**ASSIGNED TASK:** Retype, word for word, each line between the lines holding "Detect all labels, markers" and "Localize all labels, markers", inclusive, and leave the rest of the data alone.

**RECORDS:**
BEGIN

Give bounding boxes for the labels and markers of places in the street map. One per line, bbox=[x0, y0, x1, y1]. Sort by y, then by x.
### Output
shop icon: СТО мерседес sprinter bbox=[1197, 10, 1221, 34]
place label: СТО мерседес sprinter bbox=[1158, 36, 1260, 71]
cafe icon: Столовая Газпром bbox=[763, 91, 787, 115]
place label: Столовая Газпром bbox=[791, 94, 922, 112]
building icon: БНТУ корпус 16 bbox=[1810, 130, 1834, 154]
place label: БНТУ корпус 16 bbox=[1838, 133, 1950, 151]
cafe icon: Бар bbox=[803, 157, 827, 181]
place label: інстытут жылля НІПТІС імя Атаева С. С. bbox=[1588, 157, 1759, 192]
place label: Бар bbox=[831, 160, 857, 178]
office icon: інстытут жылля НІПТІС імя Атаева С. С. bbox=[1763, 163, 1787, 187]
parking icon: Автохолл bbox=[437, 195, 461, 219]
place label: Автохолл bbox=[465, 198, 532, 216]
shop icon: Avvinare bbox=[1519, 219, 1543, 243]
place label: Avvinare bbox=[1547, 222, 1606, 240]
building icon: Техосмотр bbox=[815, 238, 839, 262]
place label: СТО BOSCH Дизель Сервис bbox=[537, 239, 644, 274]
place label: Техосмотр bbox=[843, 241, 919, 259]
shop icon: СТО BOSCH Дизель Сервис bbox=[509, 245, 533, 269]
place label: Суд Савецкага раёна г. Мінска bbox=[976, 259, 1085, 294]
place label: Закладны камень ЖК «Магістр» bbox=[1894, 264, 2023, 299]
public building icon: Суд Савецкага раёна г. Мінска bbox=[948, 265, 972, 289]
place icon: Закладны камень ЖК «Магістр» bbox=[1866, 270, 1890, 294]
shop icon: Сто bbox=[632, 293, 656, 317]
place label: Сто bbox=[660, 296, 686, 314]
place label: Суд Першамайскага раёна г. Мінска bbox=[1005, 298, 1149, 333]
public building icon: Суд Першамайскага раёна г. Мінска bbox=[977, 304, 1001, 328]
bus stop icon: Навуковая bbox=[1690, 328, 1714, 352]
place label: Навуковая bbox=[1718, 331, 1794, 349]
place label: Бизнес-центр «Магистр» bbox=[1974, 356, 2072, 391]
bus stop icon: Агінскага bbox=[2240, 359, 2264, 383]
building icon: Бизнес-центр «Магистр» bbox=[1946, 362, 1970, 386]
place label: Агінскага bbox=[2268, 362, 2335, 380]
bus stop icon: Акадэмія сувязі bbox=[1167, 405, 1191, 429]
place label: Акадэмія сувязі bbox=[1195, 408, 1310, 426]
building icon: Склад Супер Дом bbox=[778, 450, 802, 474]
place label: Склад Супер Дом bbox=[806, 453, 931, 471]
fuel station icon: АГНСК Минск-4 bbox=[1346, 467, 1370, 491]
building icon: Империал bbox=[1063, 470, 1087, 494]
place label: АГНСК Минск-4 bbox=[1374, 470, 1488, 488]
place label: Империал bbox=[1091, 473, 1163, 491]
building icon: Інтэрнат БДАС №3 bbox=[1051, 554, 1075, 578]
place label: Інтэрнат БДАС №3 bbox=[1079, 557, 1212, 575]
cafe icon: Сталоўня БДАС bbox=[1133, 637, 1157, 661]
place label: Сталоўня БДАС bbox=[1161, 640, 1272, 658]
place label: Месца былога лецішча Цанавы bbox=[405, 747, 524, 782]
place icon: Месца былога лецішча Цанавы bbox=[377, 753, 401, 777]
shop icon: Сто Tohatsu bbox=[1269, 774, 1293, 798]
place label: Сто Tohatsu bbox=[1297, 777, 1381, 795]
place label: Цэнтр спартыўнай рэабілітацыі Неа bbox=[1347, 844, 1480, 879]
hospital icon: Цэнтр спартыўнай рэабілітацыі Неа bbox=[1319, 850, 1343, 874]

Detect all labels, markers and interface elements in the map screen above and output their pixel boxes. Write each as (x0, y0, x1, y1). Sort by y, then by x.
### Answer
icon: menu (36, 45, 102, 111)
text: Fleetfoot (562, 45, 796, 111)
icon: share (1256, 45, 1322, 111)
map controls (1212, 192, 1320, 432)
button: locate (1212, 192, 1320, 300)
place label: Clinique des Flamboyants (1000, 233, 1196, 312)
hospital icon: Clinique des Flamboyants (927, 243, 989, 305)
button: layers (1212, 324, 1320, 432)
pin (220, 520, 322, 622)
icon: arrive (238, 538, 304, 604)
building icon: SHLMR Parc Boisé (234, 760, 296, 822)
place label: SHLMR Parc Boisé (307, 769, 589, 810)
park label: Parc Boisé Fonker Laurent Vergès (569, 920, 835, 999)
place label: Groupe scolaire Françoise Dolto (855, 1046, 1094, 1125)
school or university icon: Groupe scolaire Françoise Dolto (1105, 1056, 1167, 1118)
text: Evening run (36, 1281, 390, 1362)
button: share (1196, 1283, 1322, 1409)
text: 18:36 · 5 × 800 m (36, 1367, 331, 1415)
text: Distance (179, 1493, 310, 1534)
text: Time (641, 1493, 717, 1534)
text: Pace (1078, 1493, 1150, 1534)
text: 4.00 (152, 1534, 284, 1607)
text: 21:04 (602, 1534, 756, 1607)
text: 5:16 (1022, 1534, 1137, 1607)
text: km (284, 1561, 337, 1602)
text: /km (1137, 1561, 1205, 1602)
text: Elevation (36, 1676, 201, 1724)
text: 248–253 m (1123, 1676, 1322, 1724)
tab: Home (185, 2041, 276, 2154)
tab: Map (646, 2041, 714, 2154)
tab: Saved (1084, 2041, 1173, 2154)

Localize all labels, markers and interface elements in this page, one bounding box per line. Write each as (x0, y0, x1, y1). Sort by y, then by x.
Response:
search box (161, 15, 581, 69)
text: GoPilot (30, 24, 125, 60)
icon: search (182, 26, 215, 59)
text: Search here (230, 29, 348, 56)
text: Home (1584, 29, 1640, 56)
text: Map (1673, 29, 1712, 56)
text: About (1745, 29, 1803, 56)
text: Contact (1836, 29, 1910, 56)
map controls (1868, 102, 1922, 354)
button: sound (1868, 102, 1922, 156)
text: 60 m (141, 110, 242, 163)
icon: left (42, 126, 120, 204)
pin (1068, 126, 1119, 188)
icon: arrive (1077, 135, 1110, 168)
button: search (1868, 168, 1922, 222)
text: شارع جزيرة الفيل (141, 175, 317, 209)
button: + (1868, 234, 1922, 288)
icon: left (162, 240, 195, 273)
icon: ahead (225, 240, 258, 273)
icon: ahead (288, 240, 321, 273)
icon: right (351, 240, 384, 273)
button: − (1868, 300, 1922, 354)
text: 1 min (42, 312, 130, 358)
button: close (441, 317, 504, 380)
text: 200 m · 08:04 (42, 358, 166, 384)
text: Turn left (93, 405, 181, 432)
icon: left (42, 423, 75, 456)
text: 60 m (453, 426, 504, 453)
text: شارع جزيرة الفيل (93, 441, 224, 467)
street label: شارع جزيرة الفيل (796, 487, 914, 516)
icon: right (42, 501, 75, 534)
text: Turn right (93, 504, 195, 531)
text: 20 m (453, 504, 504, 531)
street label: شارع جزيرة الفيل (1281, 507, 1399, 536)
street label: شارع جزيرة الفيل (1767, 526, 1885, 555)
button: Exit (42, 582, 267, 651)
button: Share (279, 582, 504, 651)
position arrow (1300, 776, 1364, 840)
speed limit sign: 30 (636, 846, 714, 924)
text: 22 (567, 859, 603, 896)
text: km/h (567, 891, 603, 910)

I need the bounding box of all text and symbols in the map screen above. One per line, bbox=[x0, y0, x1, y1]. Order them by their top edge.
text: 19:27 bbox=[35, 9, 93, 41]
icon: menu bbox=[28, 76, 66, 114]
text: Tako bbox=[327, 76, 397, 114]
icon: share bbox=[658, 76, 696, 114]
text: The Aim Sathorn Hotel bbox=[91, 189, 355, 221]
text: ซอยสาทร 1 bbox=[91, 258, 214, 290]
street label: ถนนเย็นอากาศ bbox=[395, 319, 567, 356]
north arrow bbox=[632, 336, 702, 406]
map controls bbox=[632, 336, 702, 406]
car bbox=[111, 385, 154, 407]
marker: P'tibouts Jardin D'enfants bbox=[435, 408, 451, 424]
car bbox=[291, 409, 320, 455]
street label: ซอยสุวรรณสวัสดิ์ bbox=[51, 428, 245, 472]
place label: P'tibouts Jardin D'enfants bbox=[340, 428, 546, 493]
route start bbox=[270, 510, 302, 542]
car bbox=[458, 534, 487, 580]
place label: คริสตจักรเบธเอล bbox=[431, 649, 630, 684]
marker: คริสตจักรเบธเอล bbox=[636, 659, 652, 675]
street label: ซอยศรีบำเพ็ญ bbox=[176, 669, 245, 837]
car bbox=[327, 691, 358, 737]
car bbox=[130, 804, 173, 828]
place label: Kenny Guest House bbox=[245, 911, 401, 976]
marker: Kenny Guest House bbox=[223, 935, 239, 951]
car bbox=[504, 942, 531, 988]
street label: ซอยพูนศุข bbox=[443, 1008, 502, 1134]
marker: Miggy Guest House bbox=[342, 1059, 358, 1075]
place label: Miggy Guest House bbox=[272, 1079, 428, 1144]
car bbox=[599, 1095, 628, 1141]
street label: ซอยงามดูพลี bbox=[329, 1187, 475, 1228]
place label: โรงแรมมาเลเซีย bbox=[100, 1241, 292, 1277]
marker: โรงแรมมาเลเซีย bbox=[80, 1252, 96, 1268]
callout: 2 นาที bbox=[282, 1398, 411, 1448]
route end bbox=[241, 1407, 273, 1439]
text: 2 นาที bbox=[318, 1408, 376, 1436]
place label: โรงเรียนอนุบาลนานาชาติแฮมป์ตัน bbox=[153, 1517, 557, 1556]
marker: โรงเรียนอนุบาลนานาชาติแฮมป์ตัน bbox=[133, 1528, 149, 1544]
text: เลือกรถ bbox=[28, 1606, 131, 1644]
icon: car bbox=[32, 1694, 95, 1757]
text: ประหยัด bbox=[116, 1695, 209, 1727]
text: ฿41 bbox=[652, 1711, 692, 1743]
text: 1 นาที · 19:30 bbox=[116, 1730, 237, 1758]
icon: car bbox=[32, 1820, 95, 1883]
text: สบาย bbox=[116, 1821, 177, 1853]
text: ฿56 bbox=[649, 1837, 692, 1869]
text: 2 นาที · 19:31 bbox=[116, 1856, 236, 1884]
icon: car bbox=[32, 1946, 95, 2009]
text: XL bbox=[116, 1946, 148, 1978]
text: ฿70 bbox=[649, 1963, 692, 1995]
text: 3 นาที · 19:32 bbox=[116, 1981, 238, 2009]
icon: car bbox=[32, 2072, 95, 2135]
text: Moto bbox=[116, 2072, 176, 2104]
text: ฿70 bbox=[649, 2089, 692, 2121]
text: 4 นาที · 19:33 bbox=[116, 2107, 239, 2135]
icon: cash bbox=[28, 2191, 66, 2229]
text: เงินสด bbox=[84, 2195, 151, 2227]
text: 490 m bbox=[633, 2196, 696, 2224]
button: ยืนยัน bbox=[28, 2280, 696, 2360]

END

**OUTPUT OF THE TASK:**
Detect all labels, markers and interface elements in the map screen above and output their pixel boxes. Write each as (x0, y0, x1, y1). Sort by y, then by x.
### Answer
icon: menu (36, 45, 102, 111)
text: Fleetfoot (562, 45, 796, 111)
icon: share (1256, 45, 1322, 111)
map controls (1212, 192, 1320, 432)
button: locate (1212, 192, 1320, 300)
place label: Clinique des Flamboyants (1000, 233, 1196, 312)
hospital icon: Clinique des Flamboyants (927, 243, 989, 305)
button: layers (1212, 324, 1320, 432)
pin (220, 520, 322, 622)
icon: arrive (238, 538, 304, 604)
building icon: SHLMR Parc Boisé (234, 760, 296, 822)
place label: SHLMR Parc Boisé (307, 769, 589, 810)
park label: Parc Boisé Fonker Laurent Vergès (569, 920, 835, 999)
place label: Groupe scolaire Françoise Dolto (855, 1046, 1094, 1125)
school or university icon: Groupe scolaire Françoise Dolto (1105, 1056, 1167, 1118)
text: Evening run (36, 1281, 390, 1362)
button: share (1196, 1283, 1322, 1409)
text: 18:36 · 5 × 800 m (36, 1367, 331, 1415)
text: Distance (179, 1493, 310, 1534)
text: Time (641, 1493, 717, 1534)
text: Pace (1078, 1493, 1150, 1534)
text: 4.00 (152, 1534, 284, 1607)
text: 21:04 (602, 1534, 756, 1607)
text: 5:16 (1022, 1534, 1137, 1607)
text: km (284, 1561, 337, 1602)
text: /km (1137, 1561, 1205, 1602)
text: Elevation (36, 1676, 201, 1724)
text: 248–253 m (1123, 1676, 1322, 1724)
tab: Home (185, 2041, 276, 2154)
tab: Map (646, 2041, 714, 2154)
tab: Saved (1084, 2041, 1173, 2154)

Localize all labels, markers and interface elements in this page, one bounding box per line. Write each as (x0, y0, x1, y1). Sort by y, then by x.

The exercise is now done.